October 1978. Ewen McRae, Commercial Hotel, Balintore, who fought with the Seaforths in WW1 and emigrated to the USA in 1920’s dies in Chicago, where he worked in the car industry, at the age of 79.
May 1979. Robert Allan, Balintore, has won Brora Rangers young player of the year award.
December 1979. Brora Rangers will play Wick Academy in a friendly football match, Brora will give a fitness test to Balintore lad Robert Allan who has been out injured with a broken toe.
October 1983. James Allan’s football career with Swindon comes to an end when his arm is shattered in a collison with another player.
James Allan, Swindon Town FC.
March 1984. Heather Bell [nee Vass], Hilton, murdered in Inverness.
December 1986. Garry S. Forno, grandson of Finlay Skinner, Balintore, who emigrated to Queensland, Australia, circa 1890, is appointed a Queen’s Counsel.
December 2002. Donald Tarrel MacAngus, has been awarded the Queens Jubilee Medal for outstanding community service.

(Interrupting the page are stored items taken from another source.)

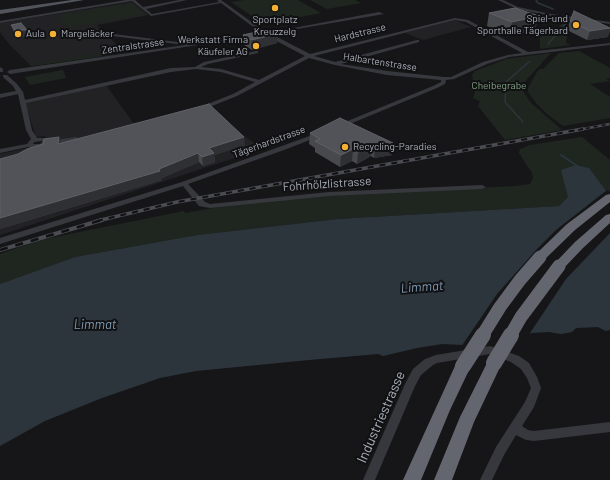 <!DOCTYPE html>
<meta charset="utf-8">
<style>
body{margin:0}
canvas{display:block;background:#161618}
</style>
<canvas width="610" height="480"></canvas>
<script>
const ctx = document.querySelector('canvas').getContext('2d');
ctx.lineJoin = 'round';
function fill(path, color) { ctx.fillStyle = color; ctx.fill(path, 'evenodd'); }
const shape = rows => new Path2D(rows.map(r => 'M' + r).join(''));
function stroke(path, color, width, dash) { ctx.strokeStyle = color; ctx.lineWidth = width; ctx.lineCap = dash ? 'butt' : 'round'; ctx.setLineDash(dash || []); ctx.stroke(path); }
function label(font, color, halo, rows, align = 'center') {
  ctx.font = font + ' Barlow,sans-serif'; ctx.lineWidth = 4; ctx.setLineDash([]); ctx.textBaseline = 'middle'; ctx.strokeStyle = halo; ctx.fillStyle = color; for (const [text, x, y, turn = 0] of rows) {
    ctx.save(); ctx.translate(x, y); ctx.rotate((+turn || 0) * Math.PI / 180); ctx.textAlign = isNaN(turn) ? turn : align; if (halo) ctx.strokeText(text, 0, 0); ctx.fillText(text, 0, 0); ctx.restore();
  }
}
const built = shape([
 [132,2,148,15,97,25,125,53,31,66,9,44,0,32,0,23],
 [455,20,471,27,423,40,405,33],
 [106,85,134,124,208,109,262,149,0,235,0,154,56,142,51,141,44,136,36,137,25,102]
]);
const green = shape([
 [244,0,298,0,321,13,264,24,231,2],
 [310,0,355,0,361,3,327,9],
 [131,3,146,14,68,28,57,16],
 [565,18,569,19,563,28,568,31,566,43,570,45,540,49,540,37,560,26],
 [116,46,123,53,39,65,37,62,62,60,94,53,97,56,114,53,99,55,97,52],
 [579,51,610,68,610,78,606,79,610,81,590,84,610,97,610,118,563,126,547,114,537,104,528,92,528,88,537,72,540,69,543,69,559,53],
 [551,53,528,78,523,85,523,91,530,102,562,130,505,140,478,106,480,101,473,98,475,93,472,74,475,73,473,72,506,59],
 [63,70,66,78,30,85,25,77],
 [582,137,610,160,610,196,568,197,559,206,338,219,197,235,75,257,0,284,0,254,40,240,184,211,185,213,219,207,266,201,354,194,516,186,530,184,533,178,532,173,519,153,520,149,530,145]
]);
const water = shape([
 [576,165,589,168,610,196,610,330,606,331,598,327,576,328,572,332,561,334,549,332,531,333,521,337,464,345,442,344,417,348,383,356,378,354,309,360,196,371,160,378,102,398,45,421,0,446,0,284,75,257,197,235,338,219,559,206,568,197,561,170]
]);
const pier = shape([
 [607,190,610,192,610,233,566,279,528,336,521,339,472,344,461,347,497,294,537,249,556,230]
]);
const streamFar1 = shape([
 [537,0,536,1,538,3,553,9],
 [548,44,569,20],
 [523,122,505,102,506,82,530,61]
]);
const stream = shape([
 [561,155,576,165]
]);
const minor = shape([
 [126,0,135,0,143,7,179,0,187,0,146,9,152,14,219,2,217,0,221,0,264,31,260,32,221,3,151,16,132,1,0,23,0,21,126,0],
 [498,0,503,0,518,7,551,14,610,22,610,24,551,16,517,9,498,0],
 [379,12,384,14,274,33,272,32,379,12],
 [455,18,468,20,528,52,610,43,610,45,509,57,487,64,454,79,446,80,445,84,437,88,340,128,337,126,338,125,433,86,441,82,441,80,387,75,335,65,309,58,237,96,202,110,200,109,200,107,233,94,255,82,221,72,196,69,171,72,26,103,32,130,37,138,45,138,49,141,76,137,79,139,76,141,50,145,48,144,42,148,34,149,28,147,0,153,0,149,27,144,31,139,26,130,18,94,0,98,0,94,16,91,13,86,3,77,3,75,7,75,17,84,23,92,25,100,171,68,195,67,204,62,256,51,258,51,258,53,208,64,201,67,221,69,259,80,305,56,269,37,269,35,273,35,310,54,455,18],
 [455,20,466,22,522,53,508,55,483,62,451,77,444,77,387,71,341,64,419,42,419,40,417,40,335,62,314,56,455,20],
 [42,141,42,142,40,144,33,144,34,142,42,141],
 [106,33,193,44,254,35,256,36,10,74,7,72,10,70,185,45,104,35,104,33,106,33],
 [0,67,3,69,3,72,0,72,0,67],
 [318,133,320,134,320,136,284,150,188,184,205,202,210,204,329,192,482,185,486,187,482,189,329,196,210,208,199,206,183,186,0,244,0,238,182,182,318,133],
 [490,346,519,356,529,363,537,377,541,388,534,407,522,426,528,430,534,431,610,422,610,432,534,441,526,440,516,435,504,455,492,480,480,480,496,447,525,402,531,388,527,378,521,369,511,362,490,354,437,363,433,365,421,375,415,386,375,480,363,480,405,384,413,369,425,359,436,355,490,346]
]);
const major = shape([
 [72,0,84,0,0,14,0,10,72,0]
]);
const highway = shape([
 [610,194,610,202,575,230,544,260,540,261,536,260,534,257,536,254,567,224,606,195,610,194],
 [610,214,610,223,583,248,563,269,559,270,555,269,553,266,555,263,575,242,606,215,610,214],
 [494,357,499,359,502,363,474,422,452,480,434,480,460,417,489,359,494,357],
 [463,360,468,362,471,366,450,410,421,480,403,480,455,366,458,362,463,360]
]);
const railFar2 = shape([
 [578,130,610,124]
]);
const railFar1 = shape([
 [97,221,177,202,583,129]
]);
const rail = shape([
 [0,250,102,220]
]);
const highwayBridgeFar1 = shape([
 [482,336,500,307,520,280,540,257],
 [510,336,521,317,559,266]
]);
const highwayBridge = shape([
 [494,363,511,335],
 [463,366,483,335]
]);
const wall = shape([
 [489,13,535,30,509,36,487,26],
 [570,21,608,37,587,40,567,30],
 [11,25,27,30,29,37,18,37,14,32],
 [243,35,277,43,252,50,244,45],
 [310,133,393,143,392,155,374,158,371,156,357,164,352,161,340,167,315,152,315,148,309,144],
 [61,143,245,145,214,155,215,162,203,166,199,162,162,178,162,180,0,229,0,159]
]);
const shadedWall = shape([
 [539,16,535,30,509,36,512,22],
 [610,28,610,32,608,37,587,40,590,31],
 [15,30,27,30,29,37,18,37],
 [277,34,277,43,252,50,251,40],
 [59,137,62,146,58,144],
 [244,137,245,145,214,155,215,162,203,166,202,157,209,148],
 [393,143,392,155,374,158,375,146],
 [372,144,371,156,357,164,358,152],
 [353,149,352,161,340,167,341,155],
 [198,153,199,162,162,178,162,180,0,229,0,218,159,169]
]);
const building = shape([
 [515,8,539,16,512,22,489,13,515,8],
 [574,11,610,28,590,31,570,21,574,11],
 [21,23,27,30,15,30,11,25,21,23],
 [261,31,272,31,277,34,251,40,243,35,261,31],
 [209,104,244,137,209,148,214,153,202,157,198,153,159,169,160,171,0,218,0,159,18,154,27,149,43,144,44,139,59,137,58,144,209,104],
 [340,118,393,143,375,146,372,144,358,152,353,149,341,155,315,141,320,139,310,133,340,118]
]);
const markers = [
 [275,8,4,"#f2b134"],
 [576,25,4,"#f2b134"],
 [18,34,4,"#f2b134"],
 [53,34,4,"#f2b134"],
 [256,46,4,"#f2b134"],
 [345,147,4,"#f2b134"]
];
const farPoinames = [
 ["Spiel-und",568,19,"right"],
 ["Sporthalle Tägerhard",568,31,"right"],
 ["Sportplatz",275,20,"center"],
 ["Kreuzzelg",275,32,"center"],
 ["Aula",26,34],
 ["Margeläcker",61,34],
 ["Werkstatt Firma",248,40,"right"],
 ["Käufeler AG",248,52,"right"],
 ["Recycling-Paradies",353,147]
];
const farStreetnames = [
 ["Hardstrasse",360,33,-14],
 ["Zentralstrasse",133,46,-8],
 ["Halbartenstrasse",380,62,9],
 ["Tägerhardstrasse",269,142,-20]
];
const farParknames = [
 ["Cheibegrabe",499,86]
];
const streetNames = [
 ["Fohrhölzlistrasse",327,184,-4]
];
const waterNames = [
 ["Limmat",422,287,-4],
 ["Limmat",95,325]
];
const nearStreetnames = [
 ["Industriestrasse",381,417,-66]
];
fill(built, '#222225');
fill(green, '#1e261f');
fill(water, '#2c353c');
fill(pier, '#161618');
stroke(streamFar1, '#2c353c', 1.5);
stroke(stream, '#2c353c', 2);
fill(minor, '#37383d');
fill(major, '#53555c');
fill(highway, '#63666e');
stroke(railFar2, '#4a4c52', 2.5);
stroke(railFar1, '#4a4c52', 3.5);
stroke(rail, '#4a4c52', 4);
stroke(railFar2, '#111113', 1.5, [4]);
stroke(railFar1, '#111113', 2, [6]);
stroke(rail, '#111113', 2.5, [8]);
stroke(highwayBridgeFar1, '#63666e', 13);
stroke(highwayBridge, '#63666e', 16);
fill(wall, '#47494d');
fill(shadedWall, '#2f3033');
fill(building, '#525359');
stroke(building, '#5f6168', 1);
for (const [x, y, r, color] of markers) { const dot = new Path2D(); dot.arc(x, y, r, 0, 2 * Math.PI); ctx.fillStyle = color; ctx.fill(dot); stroke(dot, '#111113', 1.5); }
label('10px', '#a8adb8', '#111113', farPoinames, 'left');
label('10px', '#a8adb8', '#111113', farStreetnames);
label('10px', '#7fa381', '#111113', farParknames);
label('12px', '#a8adb8', '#111113', streetNames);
label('italic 13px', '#7f9bb3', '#111113', waterNames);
label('14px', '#a8adb8', '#111113', nearStreetnames);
</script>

Don was born in Hilton and emigrated from there to Canada in 1949, where he founded the Winnipeg Building and Decorating Company.
December 2003. Donald Tarrel MacAngus of Winnipeg, Manitoba, Canada, formally of Hilton dies at the age of 75.
August 2003. Dougie Hall won his first Scotland Rugby Union cap against Wales, he went on to represent Scotland 42 times. Dougie is the son of Tom and Sheila Hall and grandson of Hugh and Pauline MacKay of Hilton.
May 2004. John Ross has died in Australia at the age of 104, born in Shandwick in 1899, he served with the Seaforths in WW1 before emigrating to Australia, the saluting dias used to commemorate the annual ANZAC Day march past in Hinchinbrookshire, Queensland, is named after him.